FIIs play a dominant role (relative to FDI) in the Indian
markets. However, FIIs are highly volatile in nature and a sudden exodus of hot
money from India can effect a nosedive in the bellwether indices. Make in India
will give an unprecedented boost to FDI flows, bringing India back to the
global investment radar.
The urge to attract investors will actuate substantial policies towards improving the Ease of Doing Business in India. The Government of the day will have to keep its house in order (by undertaking groundbreaking economic, political and social reforms) to market Brand India to the world at large.
DISADVANTAGES
From a theoretical perspective, Make in India will tend to
violate the theory of comparative advantage. If it is not economically feasible
to manufacture a commodity in India, it is best to import the same from a
country that enjoys a comparative advantage in its production. International
trade, after all, is welfare augmenting.
Reiterating the point made by Dr. Raghuram Rajan, India,
unlike China, does not have the time advantage as it undertakes a manufacturing
spree. The essential question is - Is the world ready for a second China?
Make in India will lead to an unsustainable focus on export
promotion measures. One such measure is artificially undervaluing the rupee.

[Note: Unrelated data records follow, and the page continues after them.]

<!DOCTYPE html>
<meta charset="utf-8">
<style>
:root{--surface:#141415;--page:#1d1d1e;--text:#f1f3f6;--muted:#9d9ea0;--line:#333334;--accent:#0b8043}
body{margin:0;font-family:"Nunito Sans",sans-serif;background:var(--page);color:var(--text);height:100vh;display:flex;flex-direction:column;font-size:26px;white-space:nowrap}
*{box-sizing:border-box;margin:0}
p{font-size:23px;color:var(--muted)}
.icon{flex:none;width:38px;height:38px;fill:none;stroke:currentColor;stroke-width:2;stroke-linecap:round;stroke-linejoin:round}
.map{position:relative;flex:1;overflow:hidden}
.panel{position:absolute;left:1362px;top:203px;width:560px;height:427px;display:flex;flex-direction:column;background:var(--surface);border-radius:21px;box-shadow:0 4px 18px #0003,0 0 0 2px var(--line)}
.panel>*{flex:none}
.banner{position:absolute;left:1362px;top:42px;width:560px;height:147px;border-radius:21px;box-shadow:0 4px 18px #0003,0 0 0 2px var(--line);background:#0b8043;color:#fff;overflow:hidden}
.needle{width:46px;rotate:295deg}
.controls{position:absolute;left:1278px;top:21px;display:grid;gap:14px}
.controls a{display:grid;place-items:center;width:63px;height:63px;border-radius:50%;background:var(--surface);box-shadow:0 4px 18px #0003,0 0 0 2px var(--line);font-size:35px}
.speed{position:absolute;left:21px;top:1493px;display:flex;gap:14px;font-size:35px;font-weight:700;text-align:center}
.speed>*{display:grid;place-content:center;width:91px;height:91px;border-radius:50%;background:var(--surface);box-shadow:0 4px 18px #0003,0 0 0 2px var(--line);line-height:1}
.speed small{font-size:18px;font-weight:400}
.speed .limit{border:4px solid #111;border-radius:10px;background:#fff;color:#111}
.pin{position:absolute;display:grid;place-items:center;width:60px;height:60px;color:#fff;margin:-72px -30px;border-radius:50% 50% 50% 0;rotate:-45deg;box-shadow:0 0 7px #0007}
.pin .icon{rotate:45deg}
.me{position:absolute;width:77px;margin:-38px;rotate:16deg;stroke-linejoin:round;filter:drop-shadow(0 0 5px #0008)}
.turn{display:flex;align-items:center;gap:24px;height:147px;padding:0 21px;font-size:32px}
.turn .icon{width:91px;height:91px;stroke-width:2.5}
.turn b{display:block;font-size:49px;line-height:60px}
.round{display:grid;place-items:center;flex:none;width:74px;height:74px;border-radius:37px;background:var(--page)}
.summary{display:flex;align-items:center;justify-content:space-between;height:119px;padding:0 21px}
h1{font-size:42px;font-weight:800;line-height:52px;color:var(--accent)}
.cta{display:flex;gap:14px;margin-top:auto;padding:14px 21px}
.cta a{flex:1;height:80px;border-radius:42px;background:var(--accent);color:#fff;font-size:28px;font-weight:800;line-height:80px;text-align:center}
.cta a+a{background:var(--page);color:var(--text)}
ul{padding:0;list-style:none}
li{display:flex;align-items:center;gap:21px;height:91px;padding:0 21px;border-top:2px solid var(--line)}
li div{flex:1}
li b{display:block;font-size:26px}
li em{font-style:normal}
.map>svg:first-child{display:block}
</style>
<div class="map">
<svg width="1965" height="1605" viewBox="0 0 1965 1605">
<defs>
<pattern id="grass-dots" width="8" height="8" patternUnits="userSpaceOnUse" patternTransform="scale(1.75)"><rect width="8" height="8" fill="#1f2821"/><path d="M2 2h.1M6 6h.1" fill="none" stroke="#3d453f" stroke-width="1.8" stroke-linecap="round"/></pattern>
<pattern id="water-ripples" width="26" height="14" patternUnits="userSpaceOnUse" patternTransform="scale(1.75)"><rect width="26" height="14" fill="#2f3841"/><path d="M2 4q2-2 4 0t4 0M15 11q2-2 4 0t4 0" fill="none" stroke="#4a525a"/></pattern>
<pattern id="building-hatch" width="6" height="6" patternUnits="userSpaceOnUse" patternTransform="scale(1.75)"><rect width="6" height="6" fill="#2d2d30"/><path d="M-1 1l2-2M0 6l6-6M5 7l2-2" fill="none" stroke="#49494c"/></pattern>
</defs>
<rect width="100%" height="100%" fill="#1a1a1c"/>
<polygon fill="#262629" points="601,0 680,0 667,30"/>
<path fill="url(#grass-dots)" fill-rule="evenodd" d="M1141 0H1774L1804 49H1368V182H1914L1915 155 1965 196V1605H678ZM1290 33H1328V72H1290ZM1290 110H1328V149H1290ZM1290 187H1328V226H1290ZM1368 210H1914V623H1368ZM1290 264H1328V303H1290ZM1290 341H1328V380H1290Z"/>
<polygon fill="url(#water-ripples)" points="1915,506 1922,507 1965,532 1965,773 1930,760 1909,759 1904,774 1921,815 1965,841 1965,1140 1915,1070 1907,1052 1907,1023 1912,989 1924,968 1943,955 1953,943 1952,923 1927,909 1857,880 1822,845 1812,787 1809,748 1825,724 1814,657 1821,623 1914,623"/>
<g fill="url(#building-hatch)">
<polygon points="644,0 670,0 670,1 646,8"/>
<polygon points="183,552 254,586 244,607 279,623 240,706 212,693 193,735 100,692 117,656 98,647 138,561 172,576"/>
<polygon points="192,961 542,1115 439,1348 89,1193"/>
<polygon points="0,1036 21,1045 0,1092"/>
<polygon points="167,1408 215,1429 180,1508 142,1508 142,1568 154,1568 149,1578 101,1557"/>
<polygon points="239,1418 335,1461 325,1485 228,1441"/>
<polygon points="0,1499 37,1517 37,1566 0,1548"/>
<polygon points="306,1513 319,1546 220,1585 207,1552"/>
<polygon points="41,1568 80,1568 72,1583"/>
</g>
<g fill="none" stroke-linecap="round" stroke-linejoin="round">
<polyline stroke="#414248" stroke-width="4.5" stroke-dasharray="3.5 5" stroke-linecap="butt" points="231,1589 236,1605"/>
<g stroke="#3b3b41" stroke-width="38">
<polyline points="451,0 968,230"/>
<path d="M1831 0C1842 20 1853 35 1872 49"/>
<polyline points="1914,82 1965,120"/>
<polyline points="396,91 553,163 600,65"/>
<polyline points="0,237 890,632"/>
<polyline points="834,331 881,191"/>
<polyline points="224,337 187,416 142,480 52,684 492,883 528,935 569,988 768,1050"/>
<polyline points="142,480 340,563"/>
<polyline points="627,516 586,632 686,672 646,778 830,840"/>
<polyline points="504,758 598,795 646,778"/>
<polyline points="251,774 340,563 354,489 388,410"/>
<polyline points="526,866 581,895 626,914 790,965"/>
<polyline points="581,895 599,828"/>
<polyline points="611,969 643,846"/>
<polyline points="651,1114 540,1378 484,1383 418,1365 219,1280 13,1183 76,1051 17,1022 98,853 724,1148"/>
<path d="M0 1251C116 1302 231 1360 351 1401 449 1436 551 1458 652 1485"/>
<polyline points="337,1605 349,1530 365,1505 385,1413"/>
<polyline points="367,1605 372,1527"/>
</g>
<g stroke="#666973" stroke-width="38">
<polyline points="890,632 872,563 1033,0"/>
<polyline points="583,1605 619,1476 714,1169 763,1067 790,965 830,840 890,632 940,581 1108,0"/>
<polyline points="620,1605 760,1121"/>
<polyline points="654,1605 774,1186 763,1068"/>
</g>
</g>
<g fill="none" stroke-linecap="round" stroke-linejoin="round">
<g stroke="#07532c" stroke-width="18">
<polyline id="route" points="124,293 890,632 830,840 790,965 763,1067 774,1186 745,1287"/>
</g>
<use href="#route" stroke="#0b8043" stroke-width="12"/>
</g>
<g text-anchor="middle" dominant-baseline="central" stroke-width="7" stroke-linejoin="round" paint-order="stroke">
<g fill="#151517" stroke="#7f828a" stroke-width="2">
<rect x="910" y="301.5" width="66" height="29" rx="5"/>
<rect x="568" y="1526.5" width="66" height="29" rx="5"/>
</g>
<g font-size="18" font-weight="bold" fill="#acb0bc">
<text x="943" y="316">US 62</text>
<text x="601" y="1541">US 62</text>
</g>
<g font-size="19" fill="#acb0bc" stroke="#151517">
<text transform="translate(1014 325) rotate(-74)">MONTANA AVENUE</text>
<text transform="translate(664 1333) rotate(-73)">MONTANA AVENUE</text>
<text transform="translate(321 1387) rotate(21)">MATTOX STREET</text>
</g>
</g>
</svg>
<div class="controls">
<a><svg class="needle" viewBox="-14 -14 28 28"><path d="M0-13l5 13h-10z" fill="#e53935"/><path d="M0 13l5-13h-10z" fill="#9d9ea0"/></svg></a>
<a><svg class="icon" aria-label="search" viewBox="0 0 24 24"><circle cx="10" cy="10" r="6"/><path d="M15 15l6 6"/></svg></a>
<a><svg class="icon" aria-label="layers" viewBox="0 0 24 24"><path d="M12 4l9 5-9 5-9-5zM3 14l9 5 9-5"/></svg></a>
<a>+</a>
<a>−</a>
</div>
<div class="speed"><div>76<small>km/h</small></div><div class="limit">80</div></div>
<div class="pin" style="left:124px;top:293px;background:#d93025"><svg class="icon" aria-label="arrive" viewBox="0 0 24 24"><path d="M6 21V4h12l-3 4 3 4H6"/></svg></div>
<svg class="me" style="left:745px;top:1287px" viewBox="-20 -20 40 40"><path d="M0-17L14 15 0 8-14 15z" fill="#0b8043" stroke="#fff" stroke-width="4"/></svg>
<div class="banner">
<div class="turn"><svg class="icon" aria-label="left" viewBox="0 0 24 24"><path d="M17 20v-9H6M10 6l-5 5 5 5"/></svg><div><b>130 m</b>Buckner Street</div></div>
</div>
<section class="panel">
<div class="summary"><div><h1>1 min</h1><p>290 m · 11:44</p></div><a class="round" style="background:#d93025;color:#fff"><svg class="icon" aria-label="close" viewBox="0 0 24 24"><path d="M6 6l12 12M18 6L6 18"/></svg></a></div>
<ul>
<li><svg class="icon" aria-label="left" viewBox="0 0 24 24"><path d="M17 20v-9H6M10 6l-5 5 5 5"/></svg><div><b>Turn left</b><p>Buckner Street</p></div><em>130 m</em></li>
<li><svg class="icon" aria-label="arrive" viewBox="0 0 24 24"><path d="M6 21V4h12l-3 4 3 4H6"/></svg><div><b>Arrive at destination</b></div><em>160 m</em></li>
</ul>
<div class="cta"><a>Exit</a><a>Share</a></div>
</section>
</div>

This will have devastating consequences for the import bill.
Relative neglect of the world economic scenario may not
augur well for Make in India. With the US and Japan economies yet to recover
from their economic crises and with the EU floundering, one needs to be wary
about the demand side of Make in India. The clairvoyance of the incumbent RBI
governor to Make for India should be put to good use.
Make in India is intended to make India a manufacturing hub of the world (at least Asia, for that matter). The idea
was to increase the contribution of the manufacturing sector
to India's GDP.
To accommodate the
300 million people who will join India's workforce between 2010 and 2040, each
year 10 million jobs are needed. The thrust on the manufacturing sector will
create about 100 million jobs by 2022.